The old man nodded. “You know your father doesn’t like to talk about the whole thing. But you remember that we left Beit Zera when he was about twelve years old,“ the old man seemed to be thinking hard, ”I think it was 1972... yes, that was definitely it, a year before the war broke out. Because of the accusations made against him... That he was supposed to have done this injustice to the poor boy. Fischer’s boy, not a nice thing. The boy was different, always a little slow. Like his parents...“
He paused, as if searching for the right words: ”He already had difficulties in the children’s home, and they had to find a solution for him.“
”What kind of difficulties?“
”The other children teased him terribly, which wasn’t good. But long story short, there were many voices calling for him to be taken out of the children’s dormitory and given to his parents. The children were still separated from their parents back then, you know. In the socialist education model, the idea was that the community educates, not the parents... It was a different time.“
He paused, as if searching for the right words.
”Before that happened, I saw them.” He looked at his coffee cup.
“The others thought I was telling a fiction. That I just wanted to help your father. But I saw them, a few nights before the boy died. It was late and incredibly humid. I went outside alone after visiting friends. There was always a nice breeze, but that day it was just warm air blowing in your face, horrible. And then I saw them. At first I thought they were Arabs, at least not anyone from Beit Zera, you can believe me, I was terrified. But there were four naked people standing in the moonlight. Very thin and pale, and Fisher’s boy. Yes, and that... that was basically the end of it, these ‘people’ ran away. They ran away fast. I’ve never seen anything like it, and the boy, well, he just said they were his friends. But when we were with his parents, he didn’t want to talk about it anymore. He said he was just sitting there, all alone. The Fischers, I tell you, they were a weird bunch. I told them what I saw. They just said I was crazy. And then, of course, I didn’t tell anyone else... I wish I had.“
The old man now looked sullenly at the coffee cup, which he raised to his mouth for a big sip.
“And why the name, the Functionless?” asked Yuri.
“Yes, that,” he thought for a moment and then continued sadly, “you see, everyone has been given their own light by the good Lord,” he paused for a moment, “but sometimes it just doesn’t work out, like with the fisherman’s boy.

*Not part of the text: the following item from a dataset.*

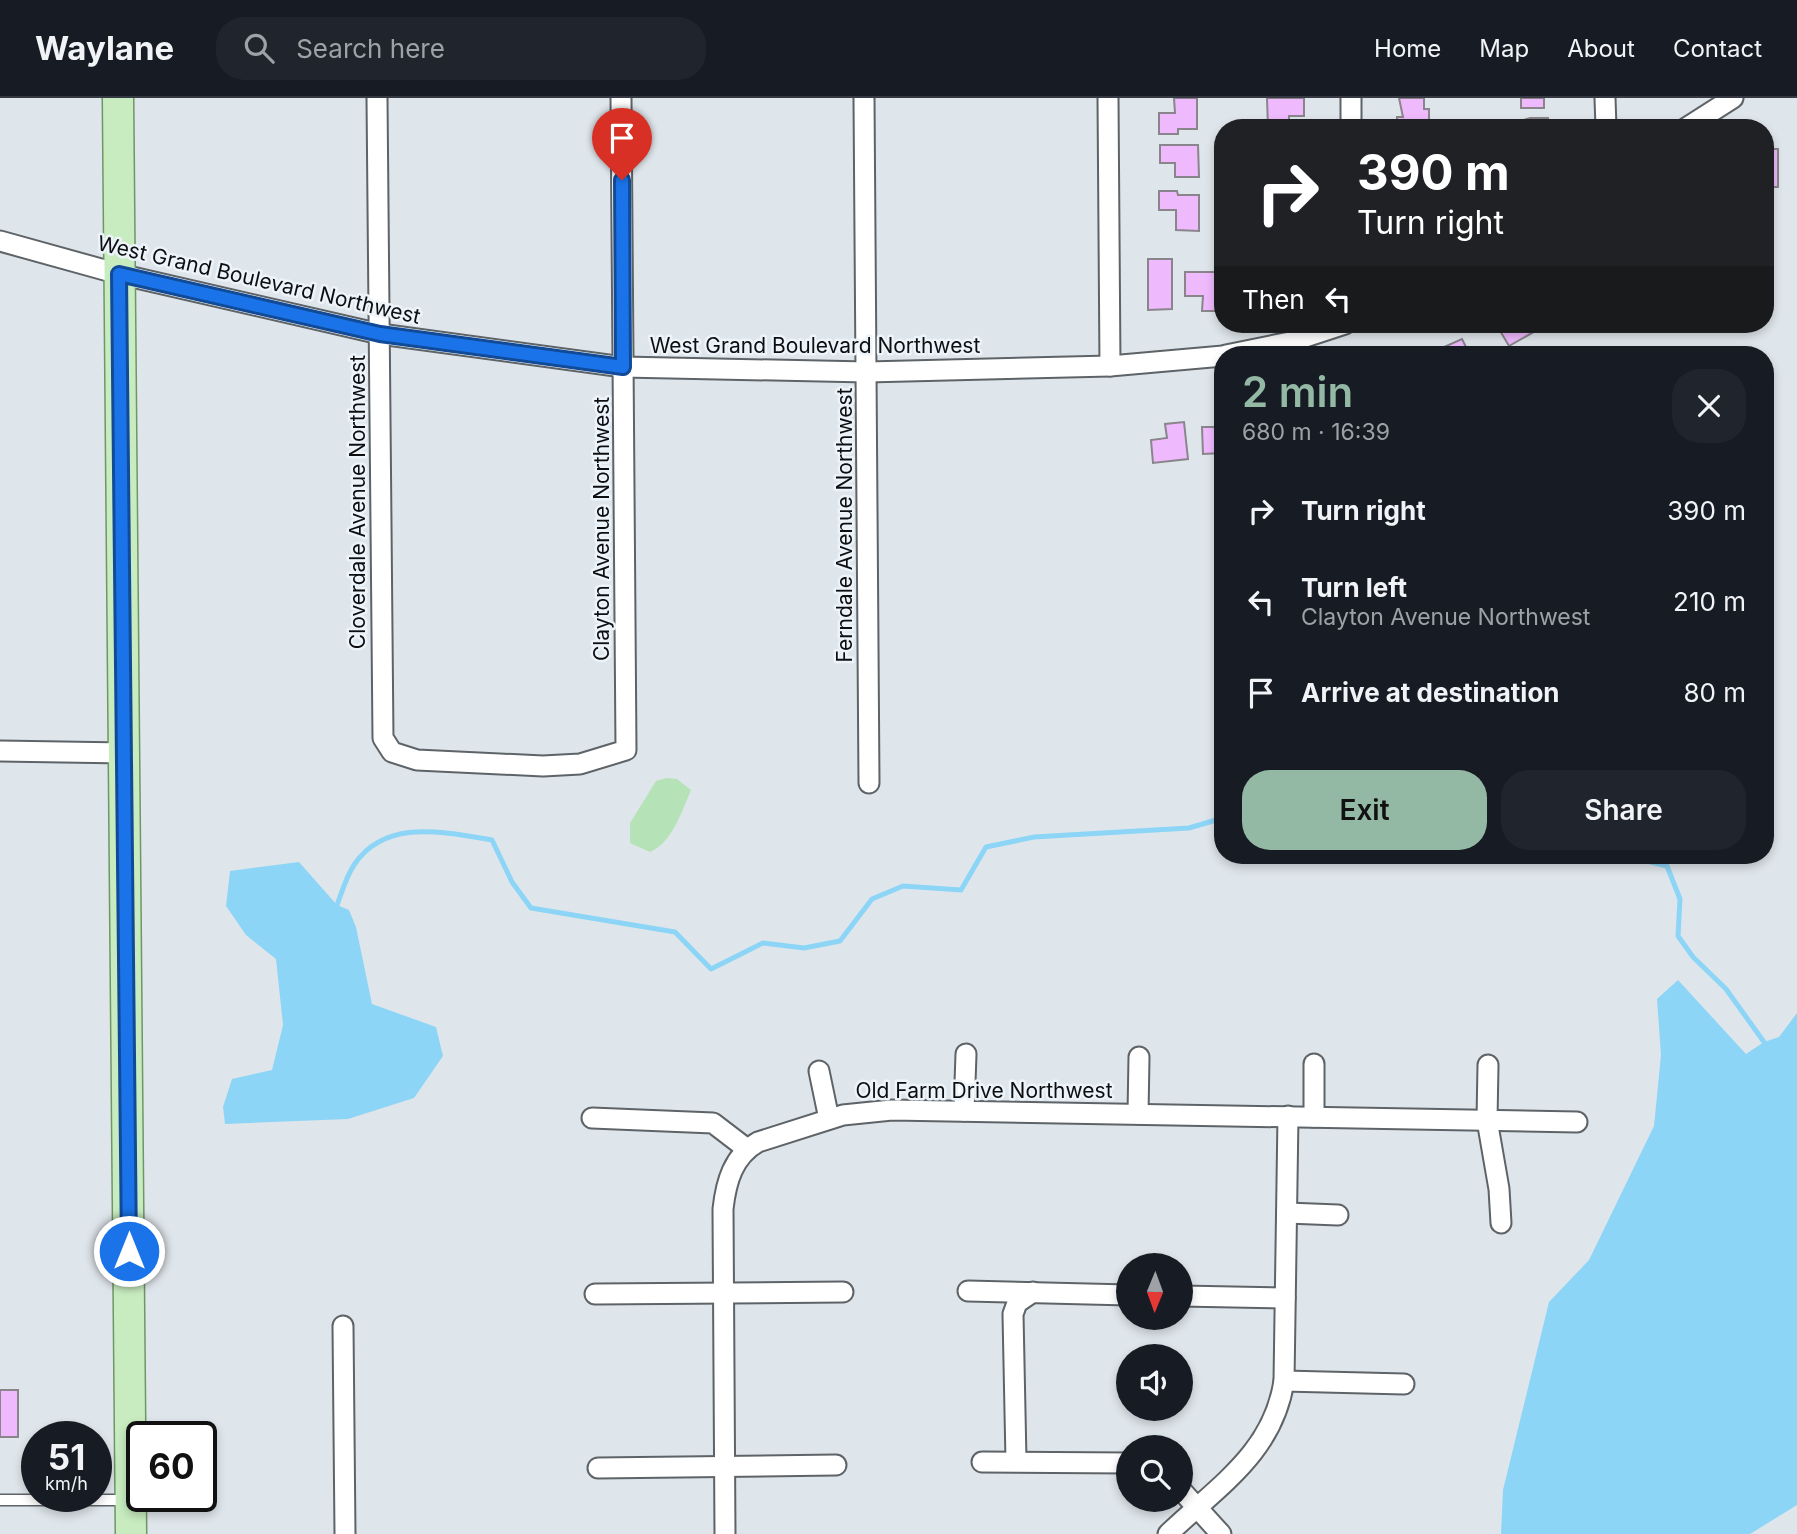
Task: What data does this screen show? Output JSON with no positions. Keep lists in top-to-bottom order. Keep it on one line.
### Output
{"streets":{"street":["West Grand Boulevard Northwest","Cloverdale Avenue Northwest","Ferndale Avenue Northwest","Clayton Avenue Northwest","Old Farm Drive Northwest"]},"crossings":[["West Grand Boulevard Northwest","Cloverdale Avenue Northwest"],["West Grand Boulevard Northwest","Ferndale Avenue Northwest"],["West Grand Boulevard Northwest","Clayton Avenue Northwest"],["Cloverdale Avenue Northwest","Clayton Avenue Northwest"]],"north":"bottom","page":{"header":"Waylane","search":"Search here","nav":["Home","Map","About","Contact"],"turn":["390 m","Turn right"],"then":"Then","heading":["2 min","680 m · 16:39"],"list":[{"name":"Turn right","value":"390 m"},{"name":"Turn left","note":"Clayton Avenue Northwest","value":"210 m"},{"name":"Arrive at destination","value":"80 m"}],"buttons":["Exit","Share"],"speed":"51 km/h","limit":"60"}}
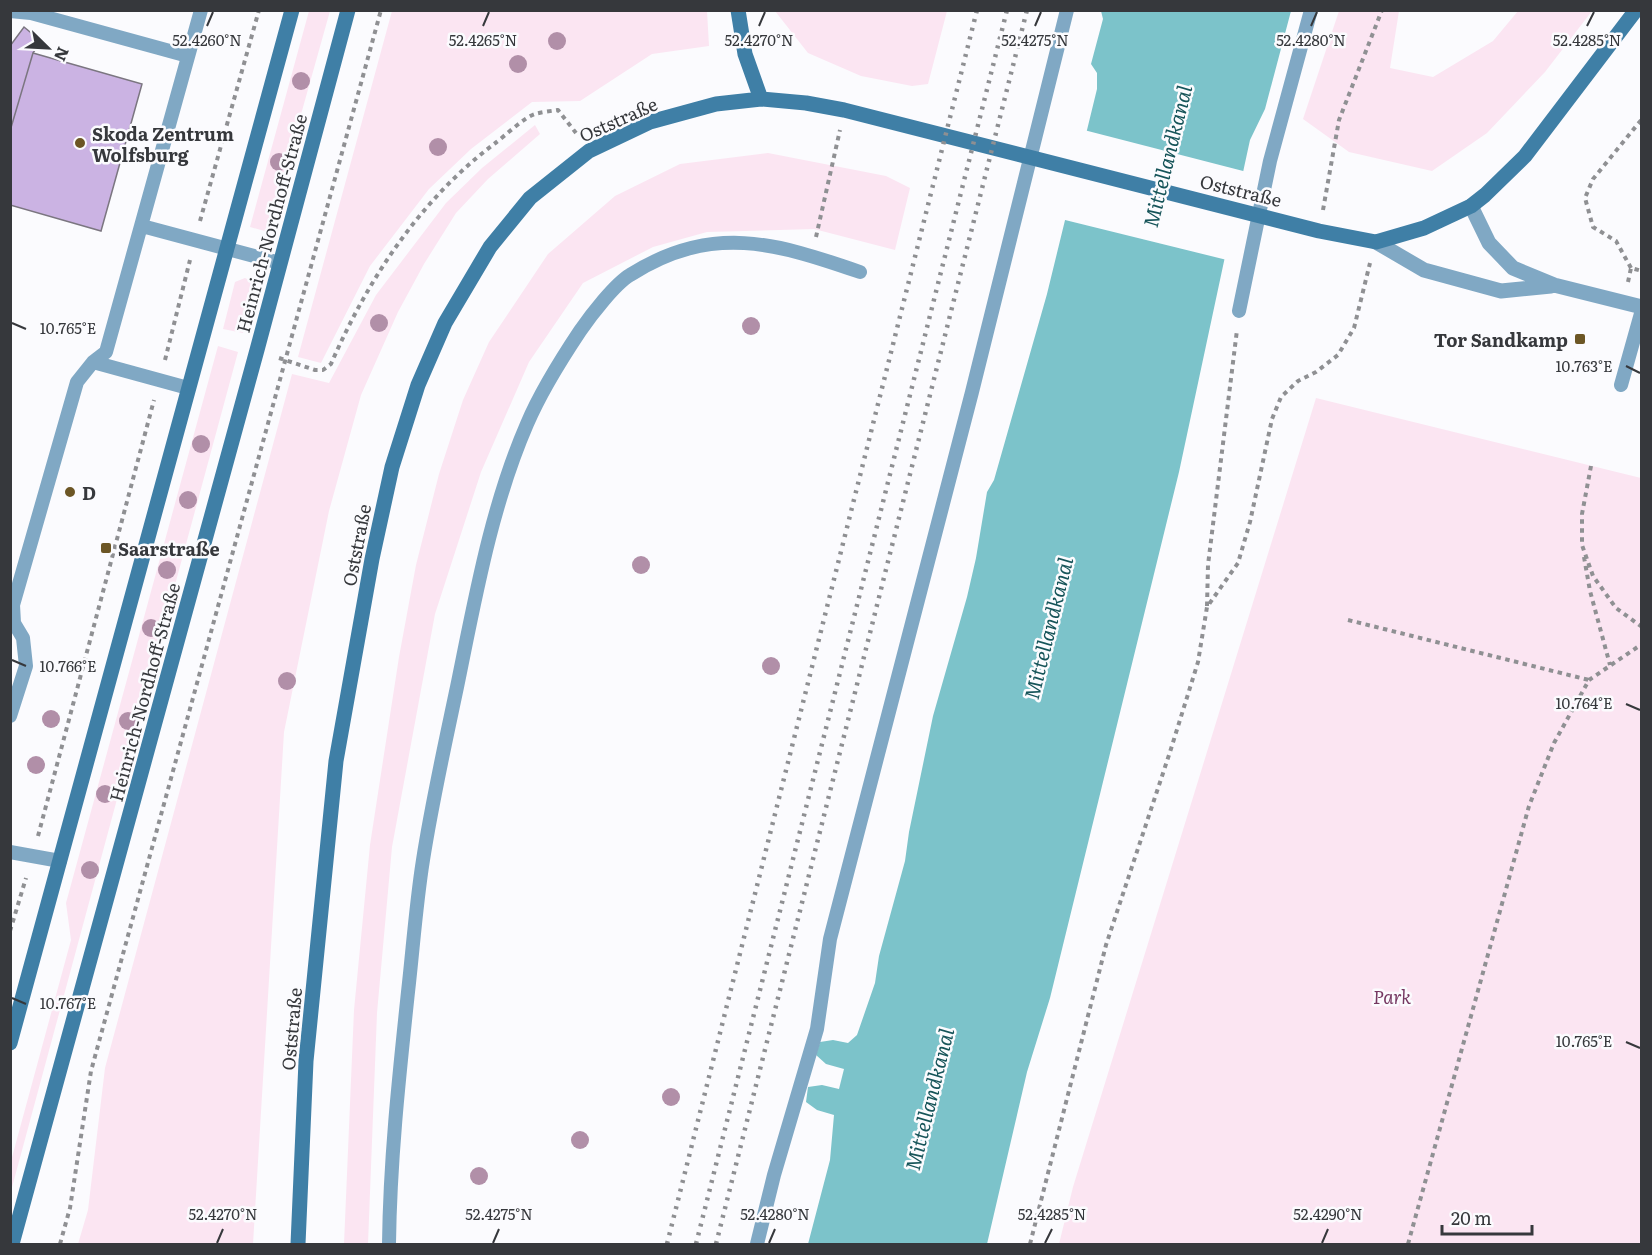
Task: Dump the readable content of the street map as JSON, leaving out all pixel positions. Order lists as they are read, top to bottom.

The children teased him. His parents were difficult people, they went through a lot, by God. But he had no place. It just wasn’t for him. Whether it was the time or the place, it never worked out for him.“
”Are you saying that he had no function, so to speak?“
”Yes, that’s how I imagined it, his friends, the nighttime visitors. Maybe they were of the same ilk and took the boy with them. Out of pity, so to speak.”
Yuri thought of his father, who would have reprimanded his grandfather for his chatter. He looked at the sad old man with the dark blue kippah.
“But Yuri, that’s not good,” said the old man. As if he sensed that Yuri’s interest was not without reason. “God takes his children to him when it’s time, not these... people.”
He didn’t know what to say, so instead he rocked restlessly in his chair. The old man looked at his coffee and rocked too. They sat like that for a while before Yuri accompanied the old man to his room, said goodbye, and left the home. He thought about it as he smoked a quick cigarette in the cool wind.